In November 1994, Johnson announced that he intended to retire on June 5, 1995.

==Death==
Johnson married Joyce Joanne Evans in 1958. They had three children: Stephanie, Scott, and Elizabeth. In 1994, they sold their house in Framingham, Massachusetts, and had purchased a retirement home in Kansas.

On January 15, 1995, Johnson was found dead at the age of 61 years in his apartment in Framingham, Massachusetts. It was revealed that he died from a single gunshot to the chest. It was concluded that Johnson died by suicide using a .22-caliber rifle. There was no suicide note. However, the church confirmed that Johnson suffered from depression and had attempted suicide on another occasion. His funeral took place in Trinity Church in Boston, presided by Presiding Bishop Edmond L. Browning on January 19, 1995.
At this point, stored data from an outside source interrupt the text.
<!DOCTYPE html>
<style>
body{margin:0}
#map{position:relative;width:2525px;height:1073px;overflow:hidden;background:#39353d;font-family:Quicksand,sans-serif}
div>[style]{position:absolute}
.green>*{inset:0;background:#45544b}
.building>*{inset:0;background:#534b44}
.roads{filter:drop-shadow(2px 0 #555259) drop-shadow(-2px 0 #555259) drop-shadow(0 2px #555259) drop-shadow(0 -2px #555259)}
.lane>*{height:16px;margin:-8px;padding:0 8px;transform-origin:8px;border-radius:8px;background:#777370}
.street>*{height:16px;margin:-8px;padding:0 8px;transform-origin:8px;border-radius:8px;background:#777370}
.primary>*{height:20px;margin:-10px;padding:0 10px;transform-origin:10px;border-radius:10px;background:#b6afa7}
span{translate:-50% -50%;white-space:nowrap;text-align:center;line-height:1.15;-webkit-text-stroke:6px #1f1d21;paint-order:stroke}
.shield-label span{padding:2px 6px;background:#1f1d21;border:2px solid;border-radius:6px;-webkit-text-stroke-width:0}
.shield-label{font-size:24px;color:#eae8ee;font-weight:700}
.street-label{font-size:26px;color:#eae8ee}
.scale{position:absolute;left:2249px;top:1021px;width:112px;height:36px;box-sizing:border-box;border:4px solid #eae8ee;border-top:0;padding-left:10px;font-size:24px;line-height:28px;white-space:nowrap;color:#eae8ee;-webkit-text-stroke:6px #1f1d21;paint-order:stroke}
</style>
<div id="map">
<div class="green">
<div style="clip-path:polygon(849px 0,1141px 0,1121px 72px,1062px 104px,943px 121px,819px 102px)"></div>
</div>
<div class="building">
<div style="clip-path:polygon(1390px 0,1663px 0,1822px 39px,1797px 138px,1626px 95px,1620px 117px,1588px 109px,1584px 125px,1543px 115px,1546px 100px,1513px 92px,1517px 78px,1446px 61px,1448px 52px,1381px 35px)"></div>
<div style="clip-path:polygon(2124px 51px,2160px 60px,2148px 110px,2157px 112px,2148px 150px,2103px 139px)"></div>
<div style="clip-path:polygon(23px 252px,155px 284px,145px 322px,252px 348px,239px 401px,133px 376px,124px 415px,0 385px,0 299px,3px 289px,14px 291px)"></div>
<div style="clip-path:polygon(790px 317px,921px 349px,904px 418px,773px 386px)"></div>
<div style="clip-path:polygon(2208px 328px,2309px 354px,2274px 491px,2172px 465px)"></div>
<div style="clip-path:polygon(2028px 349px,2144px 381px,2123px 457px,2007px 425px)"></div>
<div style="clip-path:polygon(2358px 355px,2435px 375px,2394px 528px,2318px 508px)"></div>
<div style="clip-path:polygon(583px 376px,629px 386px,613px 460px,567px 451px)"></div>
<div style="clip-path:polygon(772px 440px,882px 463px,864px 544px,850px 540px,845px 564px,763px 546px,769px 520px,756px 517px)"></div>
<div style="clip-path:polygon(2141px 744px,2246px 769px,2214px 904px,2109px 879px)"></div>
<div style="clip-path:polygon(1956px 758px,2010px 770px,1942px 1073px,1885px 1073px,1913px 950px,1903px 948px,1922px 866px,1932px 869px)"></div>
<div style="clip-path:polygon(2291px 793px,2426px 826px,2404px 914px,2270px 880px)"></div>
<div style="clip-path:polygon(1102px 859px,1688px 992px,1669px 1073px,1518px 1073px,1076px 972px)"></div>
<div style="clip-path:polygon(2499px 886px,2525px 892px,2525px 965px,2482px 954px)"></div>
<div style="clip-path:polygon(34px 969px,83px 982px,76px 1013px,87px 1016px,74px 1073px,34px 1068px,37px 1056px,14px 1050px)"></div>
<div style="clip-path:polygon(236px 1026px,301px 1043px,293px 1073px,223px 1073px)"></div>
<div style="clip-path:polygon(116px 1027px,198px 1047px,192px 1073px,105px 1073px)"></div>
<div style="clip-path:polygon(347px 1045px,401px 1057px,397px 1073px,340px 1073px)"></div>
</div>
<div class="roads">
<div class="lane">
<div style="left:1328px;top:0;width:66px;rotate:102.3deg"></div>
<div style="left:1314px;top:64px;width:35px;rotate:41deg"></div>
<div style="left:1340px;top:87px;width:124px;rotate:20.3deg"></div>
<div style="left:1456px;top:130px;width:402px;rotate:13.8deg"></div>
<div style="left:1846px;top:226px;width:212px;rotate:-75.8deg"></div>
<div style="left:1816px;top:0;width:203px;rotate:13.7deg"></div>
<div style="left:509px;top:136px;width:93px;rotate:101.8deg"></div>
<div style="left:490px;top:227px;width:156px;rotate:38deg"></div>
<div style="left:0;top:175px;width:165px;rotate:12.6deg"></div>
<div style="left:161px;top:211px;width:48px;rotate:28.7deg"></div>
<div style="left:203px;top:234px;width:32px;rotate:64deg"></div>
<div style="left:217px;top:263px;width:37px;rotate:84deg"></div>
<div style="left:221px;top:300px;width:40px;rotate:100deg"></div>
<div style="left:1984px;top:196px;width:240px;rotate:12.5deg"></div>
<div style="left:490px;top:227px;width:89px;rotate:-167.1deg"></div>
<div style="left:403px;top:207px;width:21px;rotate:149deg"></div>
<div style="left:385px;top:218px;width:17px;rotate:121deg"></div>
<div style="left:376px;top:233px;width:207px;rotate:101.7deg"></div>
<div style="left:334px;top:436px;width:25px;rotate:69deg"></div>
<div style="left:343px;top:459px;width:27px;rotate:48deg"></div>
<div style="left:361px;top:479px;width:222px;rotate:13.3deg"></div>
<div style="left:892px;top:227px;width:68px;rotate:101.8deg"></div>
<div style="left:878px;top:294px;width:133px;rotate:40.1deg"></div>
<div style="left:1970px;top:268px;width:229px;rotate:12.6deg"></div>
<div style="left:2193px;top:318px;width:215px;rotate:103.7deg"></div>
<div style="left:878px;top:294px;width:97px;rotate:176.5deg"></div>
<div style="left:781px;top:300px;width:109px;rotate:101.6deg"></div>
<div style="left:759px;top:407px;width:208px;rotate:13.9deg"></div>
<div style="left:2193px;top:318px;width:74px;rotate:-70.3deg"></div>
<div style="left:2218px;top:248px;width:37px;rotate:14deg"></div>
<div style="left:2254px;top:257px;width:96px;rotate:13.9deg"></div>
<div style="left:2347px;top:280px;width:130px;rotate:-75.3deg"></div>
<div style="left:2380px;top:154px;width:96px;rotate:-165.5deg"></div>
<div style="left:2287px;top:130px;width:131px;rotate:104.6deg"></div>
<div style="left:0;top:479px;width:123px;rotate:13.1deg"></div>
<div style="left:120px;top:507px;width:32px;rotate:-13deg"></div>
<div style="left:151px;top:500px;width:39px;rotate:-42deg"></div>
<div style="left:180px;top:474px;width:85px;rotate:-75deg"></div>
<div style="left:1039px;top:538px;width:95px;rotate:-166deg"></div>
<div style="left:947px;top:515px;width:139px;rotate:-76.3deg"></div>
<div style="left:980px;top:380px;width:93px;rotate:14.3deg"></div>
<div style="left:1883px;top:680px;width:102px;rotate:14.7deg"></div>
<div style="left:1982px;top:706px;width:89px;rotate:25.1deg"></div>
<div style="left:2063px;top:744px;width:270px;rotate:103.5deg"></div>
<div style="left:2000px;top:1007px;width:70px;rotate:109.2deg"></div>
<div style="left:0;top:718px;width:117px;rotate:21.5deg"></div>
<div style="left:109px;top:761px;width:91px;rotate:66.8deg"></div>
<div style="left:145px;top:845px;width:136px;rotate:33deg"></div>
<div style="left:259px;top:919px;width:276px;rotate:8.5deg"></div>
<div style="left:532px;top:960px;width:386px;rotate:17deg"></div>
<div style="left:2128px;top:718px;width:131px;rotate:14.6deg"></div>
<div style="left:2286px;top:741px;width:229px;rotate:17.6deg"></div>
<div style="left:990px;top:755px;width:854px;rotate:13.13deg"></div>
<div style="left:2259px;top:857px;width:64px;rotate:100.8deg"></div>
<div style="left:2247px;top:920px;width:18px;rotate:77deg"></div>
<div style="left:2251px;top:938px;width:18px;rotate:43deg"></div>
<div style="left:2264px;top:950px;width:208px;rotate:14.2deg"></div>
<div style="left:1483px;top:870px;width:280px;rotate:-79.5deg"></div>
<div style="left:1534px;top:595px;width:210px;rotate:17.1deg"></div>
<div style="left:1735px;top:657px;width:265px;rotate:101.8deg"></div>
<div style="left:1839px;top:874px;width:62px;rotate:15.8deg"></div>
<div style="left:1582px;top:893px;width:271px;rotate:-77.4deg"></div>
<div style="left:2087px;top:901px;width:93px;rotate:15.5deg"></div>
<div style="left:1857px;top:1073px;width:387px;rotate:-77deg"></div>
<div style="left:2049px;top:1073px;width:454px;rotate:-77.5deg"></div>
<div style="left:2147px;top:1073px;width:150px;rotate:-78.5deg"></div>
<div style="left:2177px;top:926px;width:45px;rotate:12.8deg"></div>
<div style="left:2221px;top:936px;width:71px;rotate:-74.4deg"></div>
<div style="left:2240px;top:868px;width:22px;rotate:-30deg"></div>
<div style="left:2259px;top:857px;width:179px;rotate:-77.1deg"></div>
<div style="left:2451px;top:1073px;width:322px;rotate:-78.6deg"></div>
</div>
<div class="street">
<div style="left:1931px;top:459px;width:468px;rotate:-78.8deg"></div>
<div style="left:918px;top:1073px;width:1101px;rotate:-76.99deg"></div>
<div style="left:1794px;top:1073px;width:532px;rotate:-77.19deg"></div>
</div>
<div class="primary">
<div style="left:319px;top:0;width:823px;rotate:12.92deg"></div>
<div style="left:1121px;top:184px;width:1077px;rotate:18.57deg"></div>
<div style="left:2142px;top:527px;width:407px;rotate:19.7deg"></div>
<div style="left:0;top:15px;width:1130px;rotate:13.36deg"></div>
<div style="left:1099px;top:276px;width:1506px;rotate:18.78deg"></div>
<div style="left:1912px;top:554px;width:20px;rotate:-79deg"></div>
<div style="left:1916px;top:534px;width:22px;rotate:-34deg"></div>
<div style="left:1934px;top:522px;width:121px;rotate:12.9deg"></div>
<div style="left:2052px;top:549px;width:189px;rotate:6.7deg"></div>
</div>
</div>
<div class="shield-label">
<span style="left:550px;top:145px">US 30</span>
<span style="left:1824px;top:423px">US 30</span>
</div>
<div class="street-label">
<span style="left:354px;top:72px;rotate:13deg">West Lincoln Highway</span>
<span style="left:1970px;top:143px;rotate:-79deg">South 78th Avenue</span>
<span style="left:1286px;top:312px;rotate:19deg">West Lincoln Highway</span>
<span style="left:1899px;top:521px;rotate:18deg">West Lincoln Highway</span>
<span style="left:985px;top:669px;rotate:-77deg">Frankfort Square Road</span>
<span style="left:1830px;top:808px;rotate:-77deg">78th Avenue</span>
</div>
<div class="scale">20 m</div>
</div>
Two weeks after his death, the Episcopal Church revealed that Johnson had been involved in several extramarital affairs throughout his ministry. These findings were based on reports by women who came forward. Bishop Browning's statement indicated that some of the relationships "appear to have been of the character of sexual exploitation". One challenge for the women was that Johnson was the person who was supposed to handle such cases in his district. No formal charges against Johnson were pressed by the church.